Well, for the time being they were letting us get through, apparently there was a point somewhere else where we would have to pay. So, seeing no other option we just went through and hoped there would be a point where we could get money or something. We’re just pushing forward with wallets full of various amounts of baht, USD, and ringitt. Travelling.
Then we learn we need photos, so we shell out even more of our precious baht for visa pictures (yes of course mine turned out terrible. I hadn’t done anything all day, but ride on a bus). Then we get on a bus and make it across the Lao border!
Also, I had recently learned that it is not pronounced LaoS but actually like Lao. No ‘s’ sound. So apparently I had been embarrassingly butchering the name of the country for a while. Thank god a very surly English girl corrected us.
Then on the Lao side we find and ATM! No ATM my butt, custom guy. Of course, we get money from the ATM in kip (the currency of Lao). This shit is confusing as sin. 1USD is about 8,500kip. That means that we all essentially took out 700,000kip. Then we had to go and exchange all of that into USD to pay for the visa.
Sarah couldn’t get anything out of the ATM for a while, neither could Lenny. We were having real issues and I really had to pee (that was unrelated, kinda). Finally after much confusing ATM work and talking with the exchange guy, we had enough money to pay for the visa and the bus ride into Huay Xai (the Laos border city)
This town is super small. And we had to stay here because Austin and I had picked a place and time for him to meet us all the next day. We show the name of the hostel we’re supposed to meet to the driver and he informs us that it no longer exists. Fuck. So, we’re SOL on that front, and so we follow these two girls from Holland to another hostel.
This turns out to be little bunglows in the woods (look back to previous post about writing this blog in one). They are adorable, and they have family dinner every night. We have some shit to get done so we trek to the only place in town that has wifi, and soon learn that the language barrier is much greater in Lao.
“What fruit is in the mixed fruit plate?”

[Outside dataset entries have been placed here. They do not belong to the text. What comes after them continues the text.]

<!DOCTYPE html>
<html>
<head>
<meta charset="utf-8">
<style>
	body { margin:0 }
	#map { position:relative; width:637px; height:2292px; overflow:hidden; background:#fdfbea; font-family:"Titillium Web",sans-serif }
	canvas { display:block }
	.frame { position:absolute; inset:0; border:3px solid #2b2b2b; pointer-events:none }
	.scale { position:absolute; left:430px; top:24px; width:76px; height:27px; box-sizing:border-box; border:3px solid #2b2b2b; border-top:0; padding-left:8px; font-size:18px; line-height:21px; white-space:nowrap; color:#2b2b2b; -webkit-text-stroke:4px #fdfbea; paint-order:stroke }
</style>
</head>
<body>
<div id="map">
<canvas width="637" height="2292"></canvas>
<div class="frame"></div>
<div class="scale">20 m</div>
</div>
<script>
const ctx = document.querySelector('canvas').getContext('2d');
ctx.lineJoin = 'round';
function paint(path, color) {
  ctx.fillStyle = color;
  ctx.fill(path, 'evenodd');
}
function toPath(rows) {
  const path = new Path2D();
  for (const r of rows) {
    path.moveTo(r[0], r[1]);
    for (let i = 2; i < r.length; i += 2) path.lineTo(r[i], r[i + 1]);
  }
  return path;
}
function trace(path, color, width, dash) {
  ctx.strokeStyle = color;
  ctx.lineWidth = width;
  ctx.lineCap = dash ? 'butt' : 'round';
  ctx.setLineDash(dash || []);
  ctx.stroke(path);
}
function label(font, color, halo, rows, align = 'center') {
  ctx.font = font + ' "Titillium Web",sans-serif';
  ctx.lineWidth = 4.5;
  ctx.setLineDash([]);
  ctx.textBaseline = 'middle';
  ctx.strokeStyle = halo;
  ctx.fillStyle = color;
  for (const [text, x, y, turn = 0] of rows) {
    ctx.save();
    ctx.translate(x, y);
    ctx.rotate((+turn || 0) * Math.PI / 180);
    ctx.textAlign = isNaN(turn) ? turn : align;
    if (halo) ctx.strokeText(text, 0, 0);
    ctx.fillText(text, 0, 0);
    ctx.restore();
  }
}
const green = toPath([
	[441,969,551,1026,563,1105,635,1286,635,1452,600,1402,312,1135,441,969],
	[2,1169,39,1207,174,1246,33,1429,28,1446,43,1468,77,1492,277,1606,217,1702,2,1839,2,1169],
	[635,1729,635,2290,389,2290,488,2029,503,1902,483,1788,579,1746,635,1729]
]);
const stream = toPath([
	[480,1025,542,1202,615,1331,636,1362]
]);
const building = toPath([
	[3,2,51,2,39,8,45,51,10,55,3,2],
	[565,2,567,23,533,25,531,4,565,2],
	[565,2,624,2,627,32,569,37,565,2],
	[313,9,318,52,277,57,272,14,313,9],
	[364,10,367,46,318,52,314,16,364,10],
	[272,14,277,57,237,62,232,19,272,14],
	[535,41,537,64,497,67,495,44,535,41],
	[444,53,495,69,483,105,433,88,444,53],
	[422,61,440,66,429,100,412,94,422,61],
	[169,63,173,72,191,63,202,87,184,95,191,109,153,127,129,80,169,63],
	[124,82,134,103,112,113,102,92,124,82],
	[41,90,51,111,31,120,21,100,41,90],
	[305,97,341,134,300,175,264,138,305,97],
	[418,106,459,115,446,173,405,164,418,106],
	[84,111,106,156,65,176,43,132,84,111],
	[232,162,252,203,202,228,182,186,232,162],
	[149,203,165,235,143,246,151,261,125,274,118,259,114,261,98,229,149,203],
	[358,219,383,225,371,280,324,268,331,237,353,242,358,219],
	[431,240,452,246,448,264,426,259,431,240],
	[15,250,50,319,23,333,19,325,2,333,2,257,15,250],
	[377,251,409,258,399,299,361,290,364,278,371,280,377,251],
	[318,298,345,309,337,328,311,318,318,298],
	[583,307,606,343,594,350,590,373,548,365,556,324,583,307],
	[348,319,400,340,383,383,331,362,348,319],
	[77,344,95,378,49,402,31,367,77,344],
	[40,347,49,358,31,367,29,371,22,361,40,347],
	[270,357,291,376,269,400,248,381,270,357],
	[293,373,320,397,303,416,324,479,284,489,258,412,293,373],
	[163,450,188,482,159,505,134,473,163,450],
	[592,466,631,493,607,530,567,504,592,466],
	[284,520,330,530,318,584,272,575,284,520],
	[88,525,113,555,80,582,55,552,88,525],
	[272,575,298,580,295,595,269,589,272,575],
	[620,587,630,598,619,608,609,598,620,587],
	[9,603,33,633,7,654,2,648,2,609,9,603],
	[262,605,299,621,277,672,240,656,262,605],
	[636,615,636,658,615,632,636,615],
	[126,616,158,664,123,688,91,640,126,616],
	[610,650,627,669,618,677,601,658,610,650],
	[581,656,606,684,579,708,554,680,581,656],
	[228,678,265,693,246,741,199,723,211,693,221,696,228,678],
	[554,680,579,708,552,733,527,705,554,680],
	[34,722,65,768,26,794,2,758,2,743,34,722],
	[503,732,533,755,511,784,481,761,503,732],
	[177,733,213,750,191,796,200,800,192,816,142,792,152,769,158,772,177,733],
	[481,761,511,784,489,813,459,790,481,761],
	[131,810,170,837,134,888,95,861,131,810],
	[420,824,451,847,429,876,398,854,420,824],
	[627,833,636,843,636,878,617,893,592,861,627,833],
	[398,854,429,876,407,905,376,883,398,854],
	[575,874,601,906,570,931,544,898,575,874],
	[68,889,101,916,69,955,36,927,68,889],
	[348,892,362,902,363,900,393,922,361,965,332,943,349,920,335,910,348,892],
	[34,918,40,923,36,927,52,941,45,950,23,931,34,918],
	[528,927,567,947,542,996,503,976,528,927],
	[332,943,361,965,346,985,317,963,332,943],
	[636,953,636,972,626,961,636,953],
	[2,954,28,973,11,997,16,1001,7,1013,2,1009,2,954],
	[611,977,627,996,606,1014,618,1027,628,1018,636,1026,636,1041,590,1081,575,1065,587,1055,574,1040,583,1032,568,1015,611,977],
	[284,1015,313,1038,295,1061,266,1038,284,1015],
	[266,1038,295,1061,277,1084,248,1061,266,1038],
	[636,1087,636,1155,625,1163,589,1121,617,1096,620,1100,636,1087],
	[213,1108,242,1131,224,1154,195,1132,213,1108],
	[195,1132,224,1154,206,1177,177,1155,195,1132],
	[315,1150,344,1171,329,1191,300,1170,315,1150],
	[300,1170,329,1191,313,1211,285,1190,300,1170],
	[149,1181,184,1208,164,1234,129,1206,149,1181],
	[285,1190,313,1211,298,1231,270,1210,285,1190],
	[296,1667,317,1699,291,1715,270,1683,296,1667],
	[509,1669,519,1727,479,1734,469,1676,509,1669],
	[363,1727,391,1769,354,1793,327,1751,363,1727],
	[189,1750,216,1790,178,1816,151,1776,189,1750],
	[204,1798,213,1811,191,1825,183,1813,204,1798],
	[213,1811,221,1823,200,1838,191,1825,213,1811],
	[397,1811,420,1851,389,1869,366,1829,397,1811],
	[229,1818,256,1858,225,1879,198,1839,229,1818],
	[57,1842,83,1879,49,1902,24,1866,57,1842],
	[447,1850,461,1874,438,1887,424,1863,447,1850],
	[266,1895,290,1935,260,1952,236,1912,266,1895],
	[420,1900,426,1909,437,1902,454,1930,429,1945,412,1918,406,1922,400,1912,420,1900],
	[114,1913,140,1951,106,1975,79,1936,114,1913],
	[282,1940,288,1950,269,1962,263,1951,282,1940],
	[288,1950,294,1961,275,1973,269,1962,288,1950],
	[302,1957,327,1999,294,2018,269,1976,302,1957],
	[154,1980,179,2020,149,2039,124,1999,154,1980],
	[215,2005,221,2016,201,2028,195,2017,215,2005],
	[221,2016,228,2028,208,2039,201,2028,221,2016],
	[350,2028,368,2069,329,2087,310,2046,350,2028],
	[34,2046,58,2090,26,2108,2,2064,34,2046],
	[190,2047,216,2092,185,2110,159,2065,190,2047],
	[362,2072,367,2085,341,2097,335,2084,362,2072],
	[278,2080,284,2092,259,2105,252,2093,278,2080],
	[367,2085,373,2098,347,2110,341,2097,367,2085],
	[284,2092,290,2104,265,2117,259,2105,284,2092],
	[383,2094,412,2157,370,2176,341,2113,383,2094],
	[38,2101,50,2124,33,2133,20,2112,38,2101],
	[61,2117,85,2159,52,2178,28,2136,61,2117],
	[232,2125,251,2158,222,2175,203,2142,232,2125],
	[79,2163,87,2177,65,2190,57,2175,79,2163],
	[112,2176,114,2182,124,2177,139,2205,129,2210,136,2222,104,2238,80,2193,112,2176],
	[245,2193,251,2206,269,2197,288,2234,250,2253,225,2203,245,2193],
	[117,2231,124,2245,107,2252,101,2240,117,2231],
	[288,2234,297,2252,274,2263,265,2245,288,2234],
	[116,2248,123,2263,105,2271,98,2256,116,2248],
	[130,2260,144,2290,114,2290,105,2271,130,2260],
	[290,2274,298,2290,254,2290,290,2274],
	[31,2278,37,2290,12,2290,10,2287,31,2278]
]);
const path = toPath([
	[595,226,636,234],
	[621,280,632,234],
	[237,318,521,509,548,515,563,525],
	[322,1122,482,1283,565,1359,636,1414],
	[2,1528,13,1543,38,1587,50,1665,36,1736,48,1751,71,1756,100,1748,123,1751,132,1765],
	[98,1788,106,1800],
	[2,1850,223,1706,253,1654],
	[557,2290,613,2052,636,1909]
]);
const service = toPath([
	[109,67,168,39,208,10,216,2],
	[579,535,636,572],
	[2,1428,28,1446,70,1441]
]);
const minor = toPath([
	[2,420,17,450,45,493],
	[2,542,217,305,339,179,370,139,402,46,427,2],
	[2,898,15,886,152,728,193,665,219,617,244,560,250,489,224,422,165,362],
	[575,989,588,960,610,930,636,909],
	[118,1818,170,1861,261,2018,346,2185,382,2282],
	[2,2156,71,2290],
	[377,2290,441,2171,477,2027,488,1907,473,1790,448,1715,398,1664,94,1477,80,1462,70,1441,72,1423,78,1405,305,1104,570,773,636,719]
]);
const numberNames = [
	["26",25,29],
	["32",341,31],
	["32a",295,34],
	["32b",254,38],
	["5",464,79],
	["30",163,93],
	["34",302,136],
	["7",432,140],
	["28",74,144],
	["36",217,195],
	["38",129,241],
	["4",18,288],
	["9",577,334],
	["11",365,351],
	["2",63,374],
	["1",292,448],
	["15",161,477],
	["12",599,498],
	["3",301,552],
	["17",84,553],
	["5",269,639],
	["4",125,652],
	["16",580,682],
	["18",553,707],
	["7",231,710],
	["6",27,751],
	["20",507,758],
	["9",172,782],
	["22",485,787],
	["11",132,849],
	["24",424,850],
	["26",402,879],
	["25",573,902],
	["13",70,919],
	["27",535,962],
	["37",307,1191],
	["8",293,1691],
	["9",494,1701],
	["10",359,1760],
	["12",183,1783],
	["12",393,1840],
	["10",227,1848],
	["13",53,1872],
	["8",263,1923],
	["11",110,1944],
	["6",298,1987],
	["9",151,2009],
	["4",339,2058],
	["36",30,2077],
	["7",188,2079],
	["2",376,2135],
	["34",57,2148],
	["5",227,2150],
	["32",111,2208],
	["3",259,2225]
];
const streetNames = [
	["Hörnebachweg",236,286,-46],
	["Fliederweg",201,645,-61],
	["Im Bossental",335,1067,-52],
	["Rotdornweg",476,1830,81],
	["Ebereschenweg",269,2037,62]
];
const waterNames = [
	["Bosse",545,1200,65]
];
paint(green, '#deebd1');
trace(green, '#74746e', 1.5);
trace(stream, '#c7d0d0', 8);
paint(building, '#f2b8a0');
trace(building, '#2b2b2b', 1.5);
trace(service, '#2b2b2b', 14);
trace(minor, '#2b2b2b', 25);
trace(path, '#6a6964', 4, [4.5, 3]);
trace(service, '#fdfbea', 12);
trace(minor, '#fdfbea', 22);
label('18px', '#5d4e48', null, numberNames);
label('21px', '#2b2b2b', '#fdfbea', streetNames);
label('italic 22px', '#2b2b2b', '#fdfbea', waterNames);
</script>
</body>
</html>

“Yes, what kind of fruit?”
“No! Mangos? Papaya? Banana?”
“Alright, we’ll have 3”
But the kicker of the night, is that after that we hopped into a restaurant to get some food (we were starving and needed a little snack to get us through to family dinner). We’re sitting at the table when suddenly this person just comes sprinting at the table and before I can even grasp what is going on, he is hugging Lenny, and that’s when I realize it’s Austin!
He found us! Which is pretty spectacular, but not super difficult considering the town is pretty much one street that’s only half a mile long probably.
So Austin got to come back with us for family dinner. Then us and the Canadians who were working at the place and the Holland girls who found it all say with us around a fire and we played the guitar, and it was pretty amazing.
On a side note: I also ran into some girls from California who were going to LMU and knew about Chapman. It was very exciting for me.